-- Task objective --
What you return should match the data word for word, minus the images.

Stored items
╔══
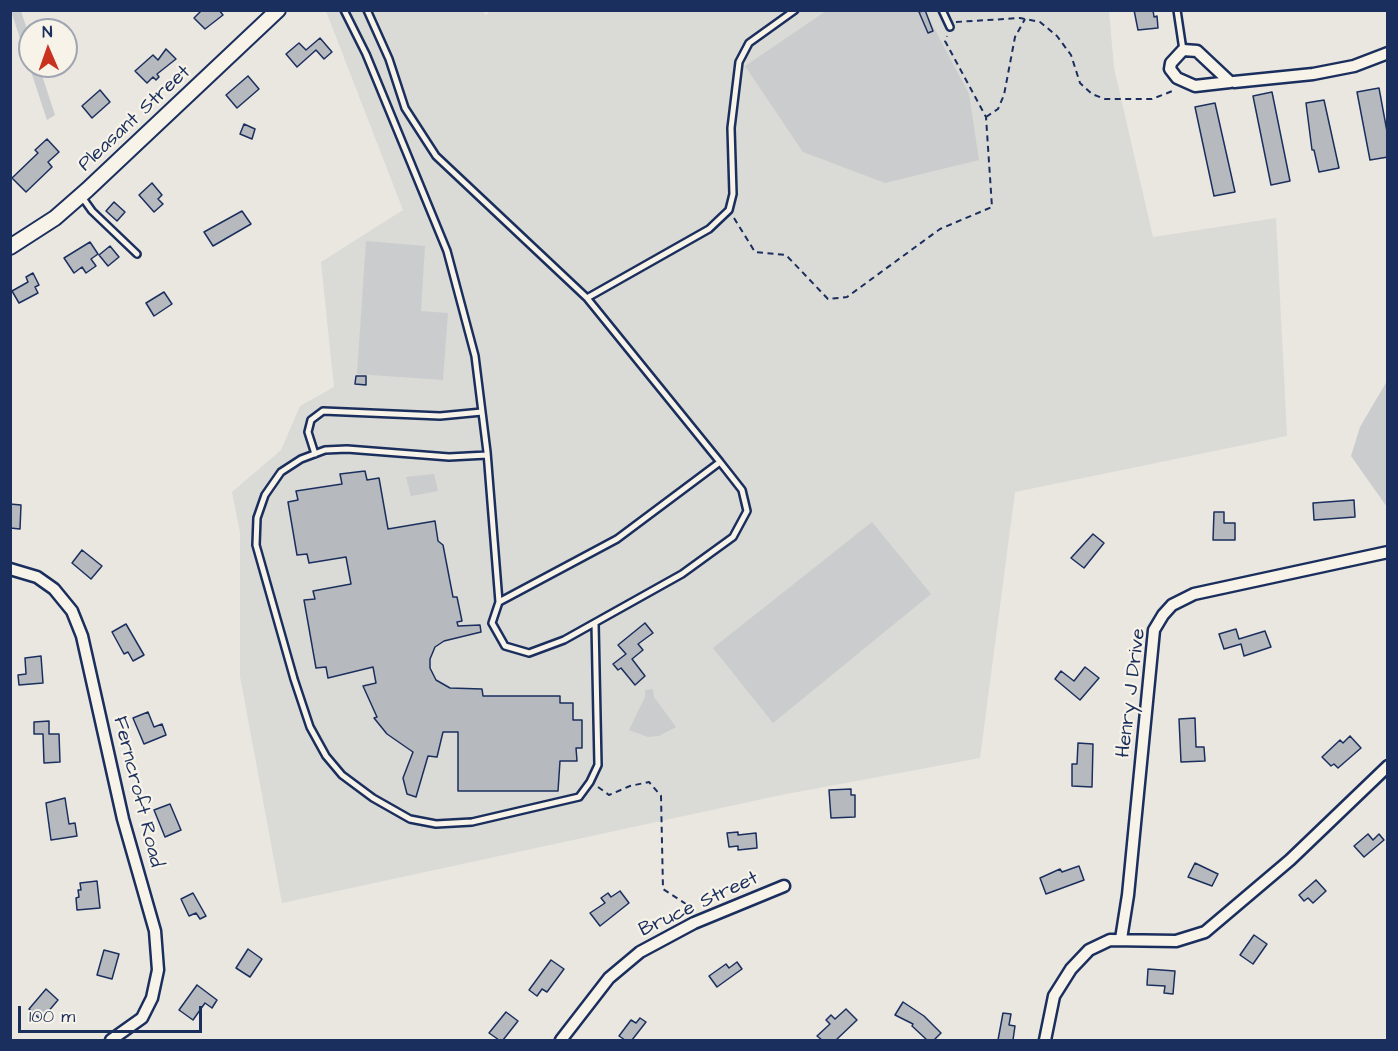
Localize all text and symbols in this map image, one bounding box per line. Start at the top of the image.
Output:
north arrow [18,18,78,78]
text: N [42,21,53,43]
street label: Pleasant Street [74,61,196,177]
street label: Henry J Drive [1112,627,1152,759]
street label: Ferncroft Road [107,714,167,870]
street label: Bruce Street [636,867,762,943]
scale bar [21,994,206,1032]
text: 100 m [29,1004,75,1029]

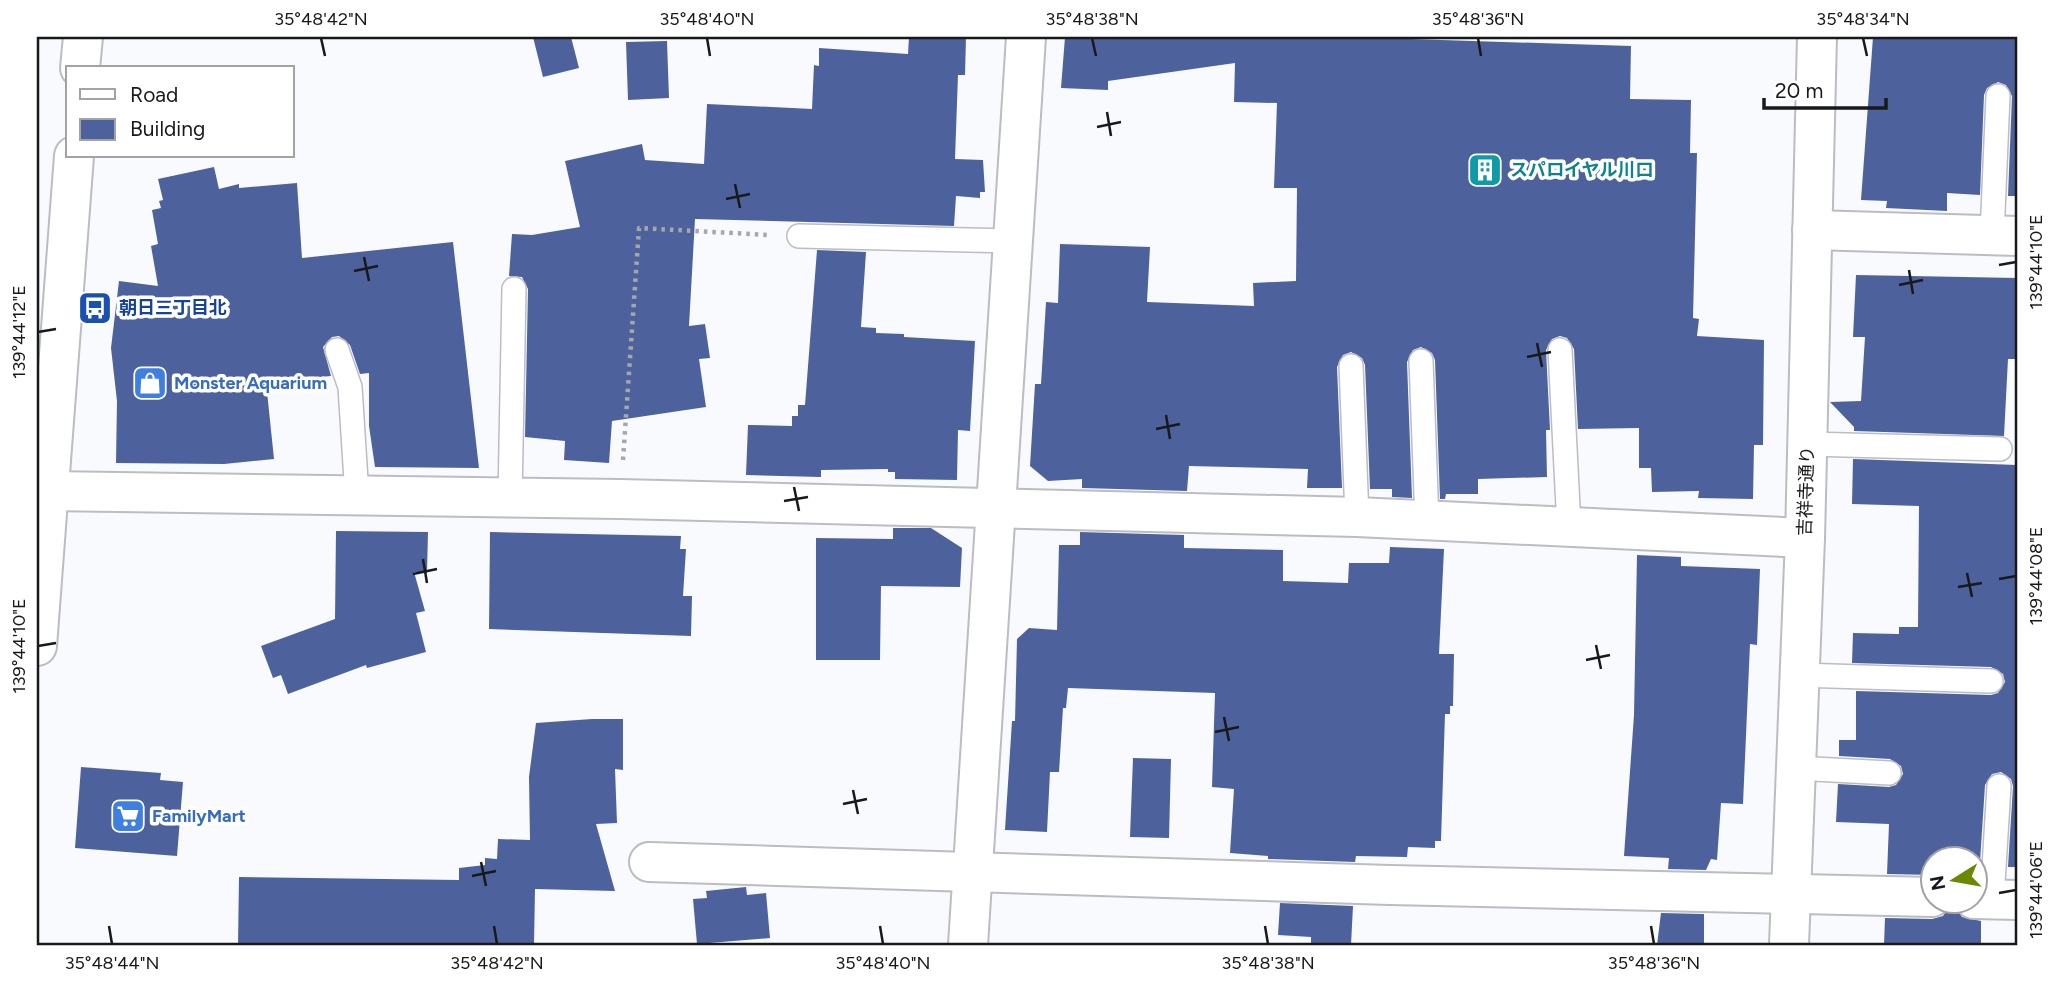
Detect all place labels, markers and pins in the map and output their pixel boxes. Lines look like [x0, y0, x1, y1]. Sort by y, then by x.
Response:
╚══
-- Written solution --
Localize all text and symbols in this map image, one bounding box per line. Start at the top of the image.
Output:
north arrow [18,18,78,78]
text: N [42,21,53,43]
street label: Pleasant Street [74,61,196,177]
street label: Henry J Drive [1112,627,1152,759]
street label: Ferncroft Road [107,714,167,870]
street label: Bruce Street [636,867,762,943]
scale bar [21,994,206,1032]
text: 100 m [29,1004,75,1029]

Detect all place labels, markers and pins in the map and output their pixel boxes. Lines look like [x0, y0, x1, y1]. Sort by y, then by x.
Response:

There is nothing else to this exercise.